From: Stephane Faroult <>
Date: Sun, 19 Apr 2009 10:49:57 +0200
Message-ID: <>

Ram K wrote:
> Hi
> I ran into a big SQL that was several pages yesterday. Are there any
> strategies and tips to understand first and then later tune such SQLs.
> I realize this is a broad question. One approach I can think of is
> divide and conquer.
> Ram.


    Those statements are usually generated by program. The most common patterns are very long IN lists, and a large number of subqueries (usually querying the same tables with different values) and / or UNIONs. The only efficient way to deal with freak statements is to discuss with the developer, who usually has a very faint idea about the horrors that his/her code is generating.

For IN lists (which besides are very bad because as soon as the number of items vary the statement has to be reparsed, even with CURSOR_SHARING set to FORCE or SIMILAR), the question to ask is where the values are coming from.
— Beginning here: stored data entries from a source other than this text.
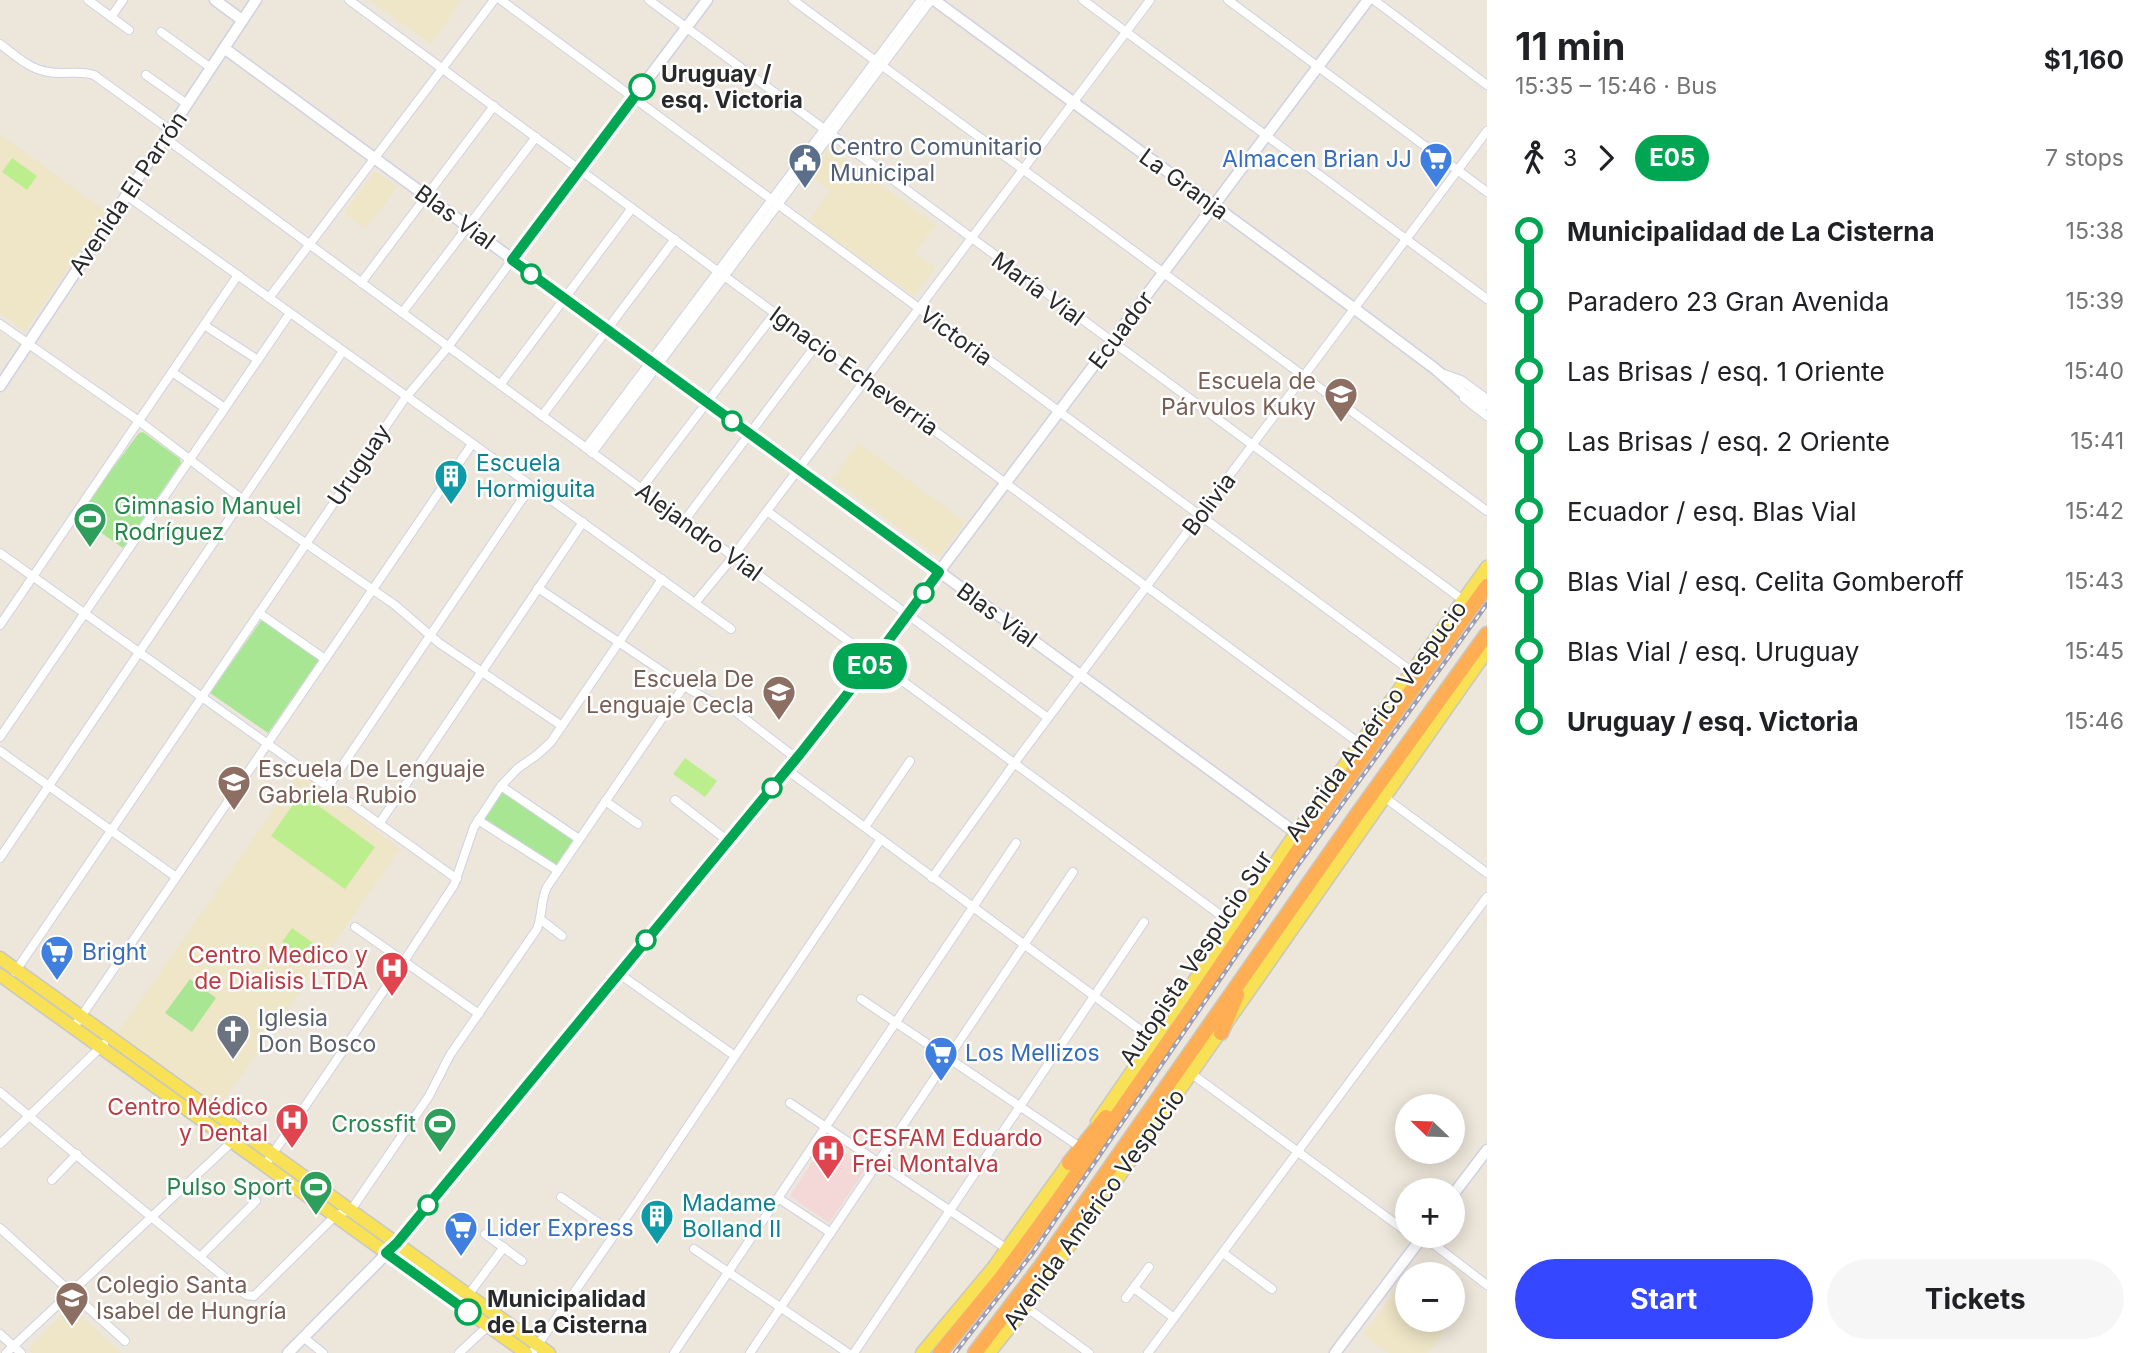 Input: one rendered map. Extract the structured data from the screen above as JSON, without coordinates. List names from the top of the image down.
{
  "streets": {
    "highway": ["Autopista Vespucio Sur"],
    "main road": ["Avenida Américo Vespucio"],
    "street": [
      "La Granja",
      "Avenida El Parrón",
      "Blas Vial",
      "María Vial",
      "Ecuador",
      "Victoria",
      "Ignacio Echeverria",
      "Uruguay",
      "Bolivia",
      "Alejandro Vial"
    ]
  },
  "crossings": [
    ["La Granja", "Ecuador"],
    ["La Granja", "Bolivia"],
    ["Avenida El Parrón", "Blas Vial"],
    ["Avenida El Parrón", "Alejandro Vial"],
    ["Blas Vial", "Ecuador"],
    ["Blas Vial", "Uruguay"],
    ["Blas Vial", "Bolivia"],
    ["Blas Vial", "Avenida Américo Vespucio"],
    ["María Vial", "Ecuador"],
    ["María Vial", "Uruguay"],
    ["María Vial", "Bolivia"],
    ["María Vial", "Avenida Américo Vespucio"],
    ["Ecuador", "Victoria"],
    ["Ecuador", "Ignacio Echeverria"],
    ["Ecuador", "Alejandro Vial"],
    ["Victoria", "Uruguay"],
    ["Victoria", "Bolivia"],
    ["Victoria", "Avenida Américo Vespucio"],
    ["Ignacio Echeverria", "Uruguay"],
    ["Ignacio Echeverria", "Bolivia"],
    ["Ignacio Echeverria", "Avenida Américo Vespucio"],
    ["Uruguay", "Alejandro Vial"],
    ["Bolivia", "Alejandro Vial"],
    ["Alejandro Vial", "Avenida Américo Vespucio"]
  ],
  "places": {
    "other": ["Uruguay / esq. Victoria", "Municipalidad de La Cisterna"],
    "supermarket": [
      "Almacen Brian JJ",
      "Bright",
      "Los Mellizos",
      "Lider Express"
    ],
    "public building": ["Centro Comunitario Municipal"],
    "school or university": [
      "Escuela de Párvulos Kuky",
      "Escuela De Lenguaje Cecla",
      "Escuela De Lenguaje Gabriela Rubio",
      "Colegio Santa Isabel de Hungría"
    ],
    "building": ["Escuela Hormiguita", "Madame Bolland II"],
    "sports": ["Gimnasio Manuel Rodríguez", "Crossfit", "Pulso Sport"],
    "hospital": ["Centro Medico y de Dialisis LTDA", "Centro Médico y Dental", "CESFAM Eduardo Frei Montalva"],
    "church": ["Iglesia Don Bosco"]
  },
  "lines": ["bus line E05"],
  "north": "top left",
  "page": {
    "on_map": "E05",
    "heading": ["11 min", "15:35 – 15:46 · Bus", "$1,160"],
    "legs": ["3", "E05", "7 stops"],
    "list": [
      {
        "name": "Municipalidad de La Cisterna",
        "value": "15:38"
      },
      {
        "name": "Paradero 23 Gran Avenida",
        "value": "15:39"
      },
      {
        "name": "Las Brisas / esq. 1 Oriente",
        "value": "15:40"
      },
      {
        "name": "Las Brisas / esq. 2 Oriente",
        "value": "15:41"
      },
      {
        "name": "Ecuador / esq. Blas Vial",
        "value": "15:42"
      },
      {
        "name": "Blas Vial / esq. Celita Gomberoff",
        "value": "15:43"
      },
      {
        "name": "Blas Vial / esq. Uruguay",
        "value": "15:45"
      },
      {
        "name": "Uruguay / esq. Victoria",
        "value": "15:46"
      }
    ],
    "map_buttons": ["+", "−"],
    "buttons": ["Start", "Tickets"]
  }
}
Chances are that they are output by another query, in which case merging the two queries with a JOIN looks like the sensible option. Other possibilities are building a comma (or anything else) separated string and dividing it on the fly, a well known technique I just keep explaining and explaining. (details here:, which works as long as your list fits in less than 4,000 characters, or using a global temporary table for holding the values and joining with it. Large numbers of subqueries are often easy to deal with, because you often have

   and (col = (select blah from table where id = ...)

           or col = (select blah from table where id = ...)

and so on, which can be easily replaced by

          col in (select blah from table where id in (....)) (for the IN (), refer to what is said previously). UNION statements can also often be factorized (an incredible number of developers have never heard about WITH).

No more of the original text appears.